In the more general case that technological progress lowers fixed and marginal costs at different rates, then the coefficients in equation (24) will be biased. It is possible to show that the coefficient on the third term, which is the key parameter being tested here, will be zero only in the extreme case that labor supply is constant and technological progress operates only on marginal costs; in this case, Z is perfectly negatively correlated with Y, Z* is perfectly negatively correlated with Y*, and varieties (N, N*) are fixed. This coefficient will be positive whenever labor supply or falling fixed costs contribute at least some part of growth in output, in which case changes in Z will not fully offset changes in Y. Thus, a significant positive coefficient on the third term can be viewed as a rejection of Armington demand and as evidence of a growing number of varieties.

III.4  Comparative Statics

What are the implications of economic growth for exports and the terms of trade under equation (24) and how do they differ from those of the standard Armington model?

The Armington model includes only the first two terms of equation (24). For a small country, an increase in output has no effect on foreign variables. Thus the second term of equation (24) is constant and the demand curve is fixed and downward-sloping, as in Figure 3. Through general equilibrium effects, the increase in output shifts export supply outward, resulting in a decline in export prices in terms of foreign currency and an increase in export volume from point A to point B.22 As the price of imports is fixed in terms of foreign currency, the terms of trade fall.

The Helpman-Krugman model includes the first three terms of equation (24). For a small country (Y*$ >>$Y) an increase in output raises log[Y/(Y+Y*)] roughly as much as it raises log[Y] but it has no effect on the analogous term in import demand, log[Y*/(Y*+Y)]. As shown in Figure 4, export demand shifts out owing to this effect. Import demand, on the other hand, is identical to the Armington model in a small country, and thus the general equilibrium effects on export supply are similar to those in Figure 3. Export volumes grow and the terms of trade are roughly unchanged, moving from point A to point C.


IV  Empirical Results

This section presents estimates of the coefficients of equation (24).23 A critical test of the growth-led exports model is that the coefficient on the change in the ratio of exporter GDP to world GDP should be significantly greater than zero.

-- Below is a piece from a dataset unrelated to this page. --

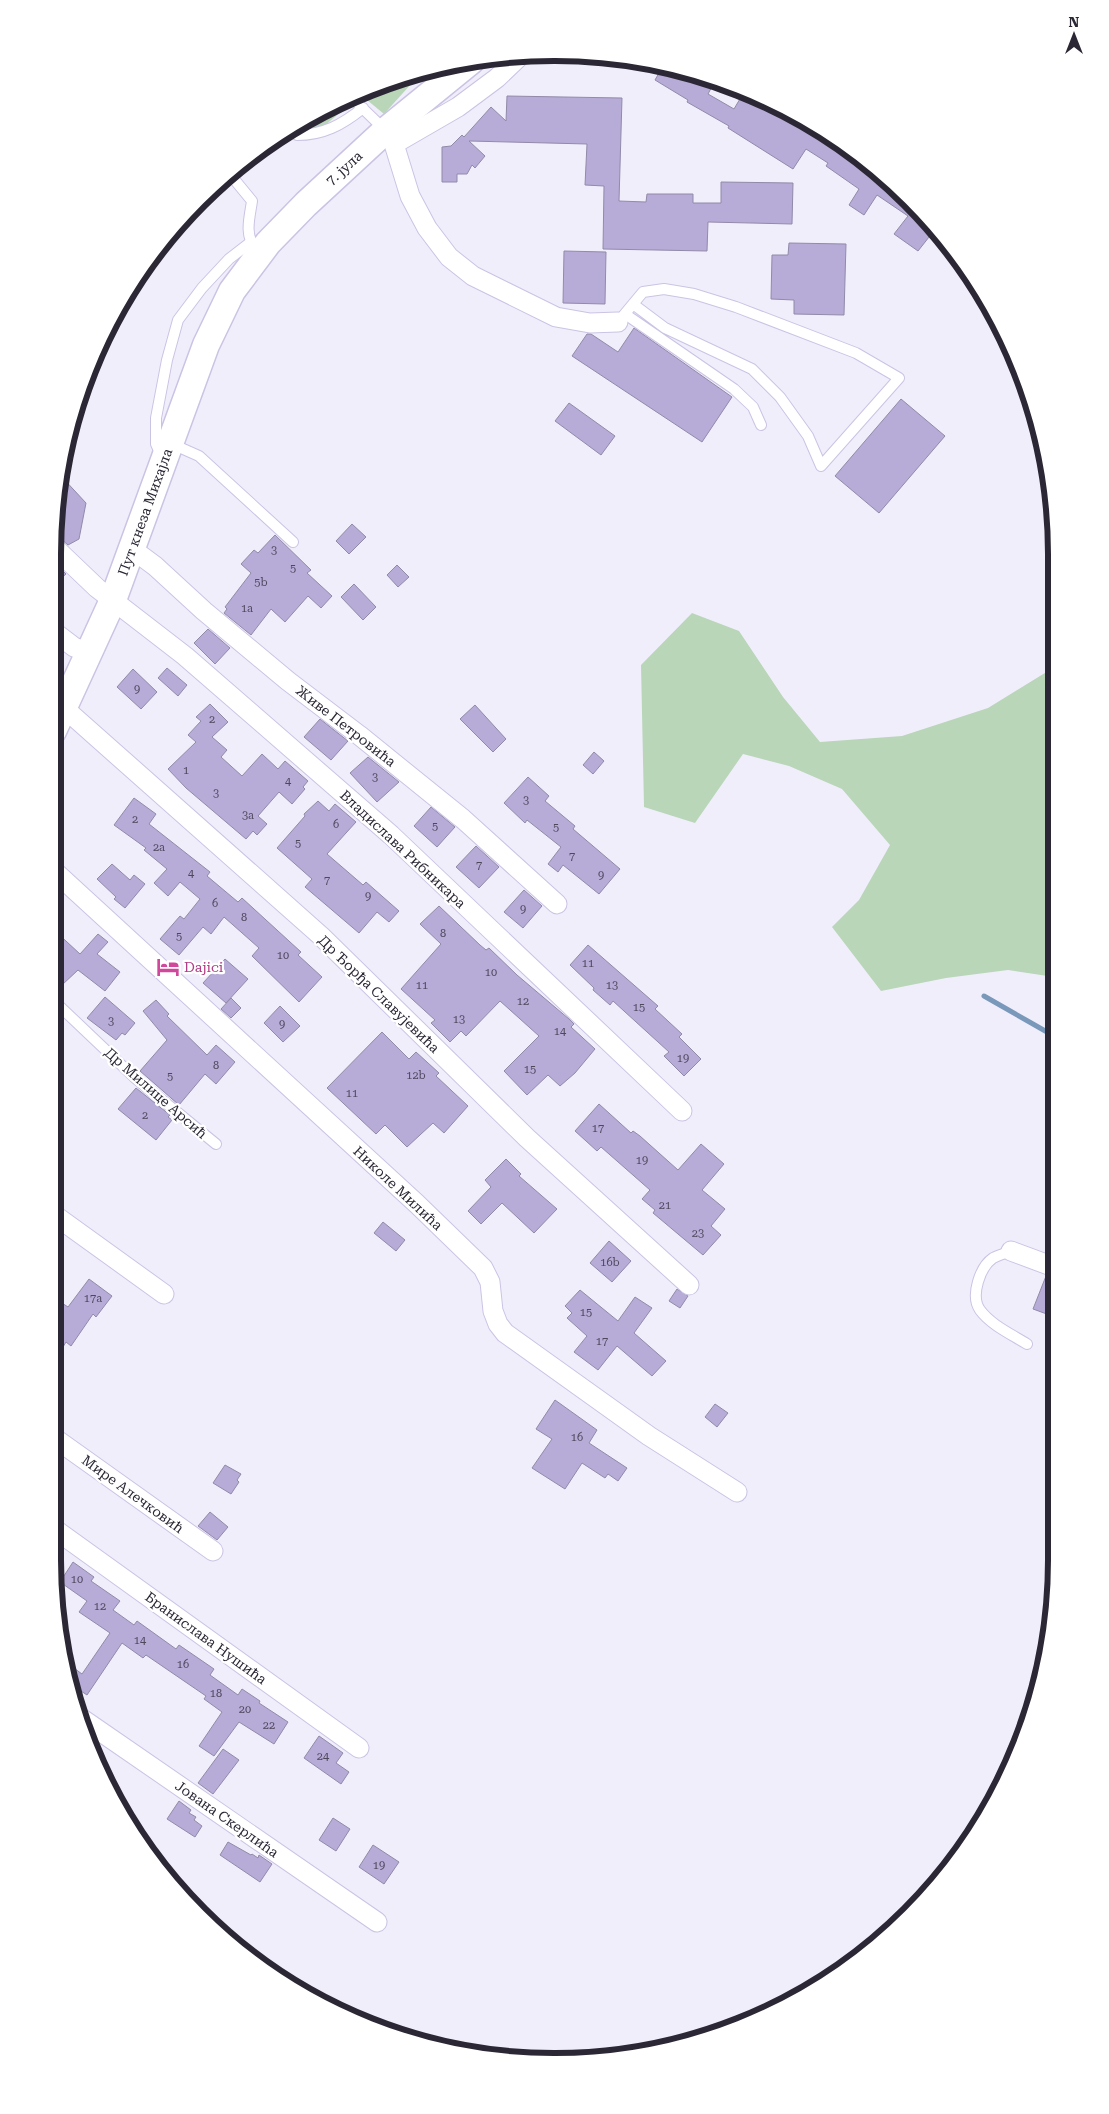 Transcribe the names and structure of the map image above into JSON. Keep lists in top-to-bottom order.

Table 2 presents estimates of equation (24) across countries using one long-run growth rate for each country.24 Using long-run growth rates eliminates the need to model short-run adjustment dynamics. In addition, the relationship between output and the number of varieties is likely to be strongest over long time-horizons, as the number of varieties may not move in proportion with output over the business cycle. The first three columns of Table 2 display ordinary least squares (OLS) regressions. Column (1) is based on growth rates over the period from 1960 through 2004.25Columns (2) and (3) are based on growth rates over the first half and second half, respectively, of these 44 years. In all three samples, the ratio of exporter GDP to world GDP is highly significant in explaining export growth, lending support to the importance of product varieties and growth-led exports. Column (4) shows that these results are not sensitive to outliers in the data, as estimates from minimum absolute deviation (MAD) regressions are very close to the OLS results.26

The coefficient on the relative export price is the negative of the substitution elasticity ($ \sigma)$. The estimate of this coefficient has the correct sign but is rather close to zero in these regressions, suggesting the possibility of simultaneity bias. Simultaneity bias could also be present if exporter GDP growth responds positively to shocks in the growth rate of exports in the long run. Columns (5) and (6) explore these issues. Column (5) presents results of an instrumental-variables regression in which the ratio of the domestic to the foreign GDP deflator is used as an instrument for the relative export price and the instruments of Table 1 (except the oil dummy) are used for the ratio of exporter GDP to world GDP.27 Column (6) presents a regression in which only initial conditions and population growth are used as instruments, to guard against potential endogeneity of the real exchange rate. In both regressions, the first-stage fit for relative export prices is somewhat poor and the instruments do not improve the estimated elasticity of substitution. Indeed, the substitution elasticity now has the wrong sign. Nevertheless, the coefficient on the ratio of exporter GDP is still highly significant. Constraining the coefficient on relative export prices to equal -1 (using the same instruments) results in a coefficient on the ratio of exporter GDP of 1.00 that is significant at the 5 percent level.28

Column (7) displays estimates over a sub-sample of countries for which manufactured goods and services comprised more than 75 percent of exports in 2004. This sample is examined because the Helpman-Krugman model was designed for differentiated manufactures and services, and thus it may not be appropriate for trade in undifferentiated primary commodities. Small countries that specialize in the export of a particular primary commodity may experience growth in both GDP and exports with little change in relative prices if their production of the commodity is small relative to world consumption. This phenomenon would lead to a positive coefficient on the exporter GDP ratio for reasons other than those embodied in the Helpman-Krugman model. Table A1 indicates which countries are in this sub-sample. As seen in column (7) of Table 2, the coefficient on the ratio of exporter to world GDP remains highly significant in this smaller sample.29

Columns (8) and (9) explore the interaction between export-led growth and growth-led exports. The sample of column (1) is split into two equal-sized groups: those for which the share of exports in GDP moved closely in line with the sample median between 1960 and 2004-column (8)-and those for which the share of exports in GDP rose either more or less quickly than the median-column (9).30 If export-led growth were entirely responsible for the results of this paper, one would expect that the coefficient on the ratio of exporter GDP to world GDP would be strongly affected by this sample split, as nearly all the identifying information would be in the sample of column (9)-these are the countries for which exports grew especially strongly or weakly. Indeed, the coefficient on the ratio of exporter GDP is larger in column (9) than in column (8), but the coefficient in column (8) remains highly statistically significant. Thus, it appears that economic growth spurs exports even in countries that are not aggressively pursuing a strategy of export-led growth.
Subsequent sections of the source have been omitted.